• [Provided data]:

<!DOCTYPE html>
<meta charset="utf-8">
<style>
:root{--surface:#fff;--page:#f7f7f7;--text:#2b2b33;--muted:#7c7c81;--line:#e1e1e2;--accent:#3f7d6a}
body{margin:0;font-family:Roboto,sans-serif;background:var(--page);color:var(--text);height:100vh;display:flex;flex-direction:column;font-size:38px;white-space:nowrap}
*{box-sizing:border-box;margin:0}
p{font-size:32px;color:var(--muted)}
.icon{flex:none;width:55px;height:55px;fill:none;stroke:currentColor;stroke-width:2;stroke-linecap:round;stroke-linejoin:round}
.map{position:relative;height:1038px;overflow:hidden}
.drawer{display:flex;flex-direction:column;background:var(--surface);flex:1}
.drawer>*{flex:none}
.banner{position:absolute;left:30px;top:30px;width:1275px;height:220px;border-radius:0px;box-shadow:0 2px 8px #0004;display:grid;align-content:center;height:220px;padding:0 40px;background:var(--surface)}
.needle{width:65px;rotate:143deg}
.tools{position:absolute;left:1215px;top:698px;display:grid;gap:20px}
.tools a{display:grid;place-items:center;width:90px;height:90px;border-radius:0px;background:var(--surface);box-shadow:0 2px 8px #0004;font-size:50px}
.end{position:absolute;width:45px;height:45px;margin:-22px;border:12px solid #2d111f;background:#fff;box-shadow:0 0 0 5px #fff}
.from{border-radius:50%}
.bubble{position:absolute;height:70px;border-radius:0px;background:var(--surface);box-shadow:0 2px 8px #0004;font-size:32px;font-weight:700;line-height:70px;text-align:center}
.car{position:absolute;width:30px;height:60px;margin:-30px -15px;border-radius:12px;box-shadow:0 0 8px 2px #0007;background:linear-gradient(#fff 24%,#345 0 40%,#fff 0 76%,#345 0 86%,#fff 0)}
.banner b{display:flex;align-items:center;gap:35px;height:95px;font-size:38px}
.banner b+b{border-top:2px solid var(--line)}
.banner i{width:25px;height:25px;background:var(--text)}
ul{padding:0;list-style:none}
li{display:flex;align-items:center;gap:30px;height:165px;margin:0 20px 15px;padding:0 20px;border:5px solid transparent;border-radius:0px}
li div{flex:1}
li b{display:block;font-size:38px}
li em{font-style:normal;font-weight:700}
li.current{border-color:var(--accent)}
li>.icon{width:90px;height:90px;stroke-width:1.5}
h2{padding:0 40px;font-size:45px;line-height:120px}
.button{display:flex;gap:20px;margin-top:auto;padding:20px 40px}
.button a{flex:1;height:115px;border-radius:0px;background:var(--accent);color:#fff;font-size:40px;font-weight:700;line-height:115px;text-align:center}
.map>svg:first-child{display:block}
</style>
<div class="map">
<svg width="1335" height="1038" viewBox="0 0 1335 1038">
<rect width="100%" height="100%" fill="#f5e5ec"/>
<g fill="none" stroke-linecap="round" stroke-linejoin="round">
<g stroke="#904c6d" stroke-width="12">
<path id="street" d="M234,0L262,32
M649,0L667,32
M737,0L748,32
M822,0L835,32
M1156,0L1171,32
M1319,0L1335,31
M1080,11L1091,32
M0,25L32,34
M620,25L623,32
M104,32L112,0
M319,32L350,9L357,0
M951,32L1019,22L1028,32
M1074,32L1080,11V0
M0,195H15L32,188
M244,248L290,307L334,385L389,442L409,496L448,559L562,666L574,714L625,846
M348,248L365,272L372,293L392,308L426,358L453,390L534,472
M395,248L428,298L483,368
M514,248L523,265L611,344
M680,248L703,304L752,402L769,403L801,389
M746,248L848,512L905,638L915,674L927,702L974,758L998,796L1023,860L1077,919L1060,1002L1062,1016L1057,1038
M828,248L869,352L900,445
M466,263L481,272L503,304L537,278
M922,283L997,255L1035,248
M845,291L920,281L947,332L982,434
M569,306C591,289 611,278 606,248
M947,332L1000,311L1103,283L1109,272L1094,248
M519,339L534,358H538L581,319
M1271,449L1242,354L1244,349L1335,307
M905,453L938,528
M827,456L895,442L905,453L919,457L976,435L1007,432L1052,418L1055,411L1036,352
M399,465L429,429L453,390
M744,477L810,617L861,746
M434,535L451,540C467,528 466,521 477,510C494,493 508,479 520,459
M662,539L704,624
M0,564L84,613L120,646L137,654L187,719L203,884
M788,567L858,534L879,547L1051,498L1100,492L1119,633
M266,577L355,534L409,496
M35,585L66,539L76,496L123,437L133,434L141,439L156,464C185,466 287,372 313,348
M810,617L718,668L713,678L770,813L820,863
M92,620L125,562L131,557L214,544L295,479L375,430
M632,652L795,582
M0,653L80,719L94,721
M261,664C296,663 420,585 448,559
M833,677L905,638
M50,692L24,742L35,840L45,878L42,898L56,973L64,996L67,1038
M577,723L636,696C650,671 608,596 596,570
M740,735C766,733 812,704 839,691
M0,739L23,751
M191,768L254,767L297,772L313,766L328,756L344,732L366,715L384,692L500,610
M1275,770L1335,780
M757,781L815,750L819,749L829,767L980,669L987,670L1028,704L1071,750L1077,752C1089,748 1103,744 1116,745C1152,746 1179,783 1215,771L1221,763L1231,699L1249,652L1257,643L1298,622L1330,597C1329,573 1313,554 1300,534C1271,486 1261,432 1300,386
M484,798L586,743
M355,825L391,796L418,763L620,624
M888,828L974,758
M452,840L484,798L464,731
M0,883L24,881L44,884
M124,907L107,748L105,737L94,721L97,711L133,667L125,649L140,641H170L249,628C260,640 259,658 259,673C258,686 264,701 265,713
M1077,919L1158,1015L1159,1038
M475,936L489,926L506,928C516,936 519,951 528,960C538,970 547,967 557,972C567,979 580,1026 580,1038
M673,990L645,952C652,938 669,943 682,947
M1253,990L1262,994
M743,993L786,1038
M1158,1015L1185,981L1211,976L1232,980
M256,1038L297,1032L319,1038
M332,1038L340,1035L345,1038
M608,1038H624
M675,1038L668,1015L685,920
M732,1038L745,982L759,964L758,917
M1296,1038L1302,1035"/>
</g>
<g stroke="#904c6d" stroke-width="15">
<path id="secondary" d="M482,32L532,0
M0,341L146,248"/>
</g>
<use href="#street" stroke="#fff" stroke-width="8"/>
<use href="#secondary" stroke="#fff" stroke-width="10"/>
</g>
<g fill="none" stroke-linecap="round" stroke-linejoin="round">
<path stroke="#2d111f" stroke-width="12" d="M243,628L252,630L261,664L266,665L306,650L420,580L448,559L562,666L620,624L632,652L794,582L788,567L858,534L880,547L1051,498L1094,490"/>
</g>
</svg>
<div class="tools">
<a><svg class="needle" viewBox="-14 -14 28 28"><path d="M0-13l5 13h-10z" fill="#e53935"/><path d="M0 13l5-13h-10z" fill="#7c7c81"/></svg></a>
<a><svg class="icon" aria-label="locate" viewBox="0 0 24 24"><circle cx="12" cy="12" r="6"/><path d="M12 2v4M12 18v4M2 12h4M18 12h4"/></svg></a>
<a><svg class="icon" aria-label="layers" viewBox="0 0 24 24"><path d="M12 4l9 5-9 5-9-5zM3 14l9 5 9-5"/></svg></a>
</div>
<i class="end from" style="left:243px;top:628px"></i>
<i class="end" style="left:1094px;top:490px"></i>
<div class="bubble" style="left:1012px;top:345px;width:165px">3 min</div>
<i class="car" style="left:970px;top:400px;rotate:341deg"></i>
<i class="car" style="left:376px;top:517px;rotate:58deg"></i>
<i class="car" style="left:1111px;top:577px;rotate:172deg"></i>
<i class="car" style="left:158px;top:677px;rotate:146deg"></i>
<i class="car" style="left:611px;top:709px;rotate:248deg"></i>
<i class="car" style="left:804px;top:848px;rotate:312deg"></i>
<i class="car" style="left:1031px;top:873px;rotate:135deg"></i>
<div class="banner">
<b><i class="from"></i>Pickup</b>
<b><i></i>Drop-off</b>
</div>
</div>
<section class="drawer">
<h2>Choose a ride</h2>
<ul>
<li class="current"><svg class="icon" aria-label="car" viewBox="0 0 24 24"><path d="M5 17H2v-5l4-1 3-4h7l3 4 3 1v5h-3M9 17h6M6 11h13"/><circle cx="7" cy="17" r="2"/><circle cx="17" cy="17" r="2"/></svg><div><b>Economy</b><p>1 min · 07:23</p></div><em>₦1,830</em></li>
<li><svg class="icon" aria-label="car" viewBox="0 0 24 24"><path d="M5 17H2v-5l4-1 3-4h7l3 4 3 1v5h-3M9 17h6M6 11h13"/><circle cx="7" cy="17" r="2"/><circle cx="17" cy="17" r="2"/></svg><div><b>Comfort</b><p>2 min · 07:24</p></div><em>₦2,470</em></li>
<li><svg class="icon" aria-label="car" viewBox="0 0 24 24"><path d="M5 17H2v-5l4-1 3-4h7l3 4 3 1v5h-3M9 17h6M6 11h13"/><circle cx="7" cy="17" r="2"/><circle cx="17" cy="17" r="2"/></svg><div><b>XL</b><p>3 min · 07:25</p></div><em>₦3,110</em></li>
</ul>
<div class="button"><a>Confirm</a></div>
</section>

• [Activity]:
Your task is to find every line above containing the word "position" and copy it.

• [Task result]:
.map{position:relative;height:1038px;overflow:hidden}
.banner{position:absolute;left:30px;top:30px;width:1275px;height:220px;border-radius:0px;box-shadow:0 2px 8px #0004;display:grid;align-content:center;height:220px;padding:0 40px;background:var(--surface)}
.tools{position:absolute;left:1215px;top:698px;display:grid;gap:20px}
.end{position:absolute;width:45px;height:45px;margin:-22px;border:12px solid #2d111f;background:#fff;box-shadow:0 0 0 5px #fff}
.bubble{position:absolute;height:70px;border-radius:0px;background:var(--surface);box-shadow:0 2px 8px #0004;font-size:32px;font-weight:700;line-height:70px;text-align:center}
.car{position:absolute;width:30px;height:60px;margin:-30px -15px;border-radius:12px;box-shadow:0 0 8px 2px #0007;background:linear-gradient(#fff 24%,#345 0 40%,#fff 0 76%,#345 0 86%,#fff 0)}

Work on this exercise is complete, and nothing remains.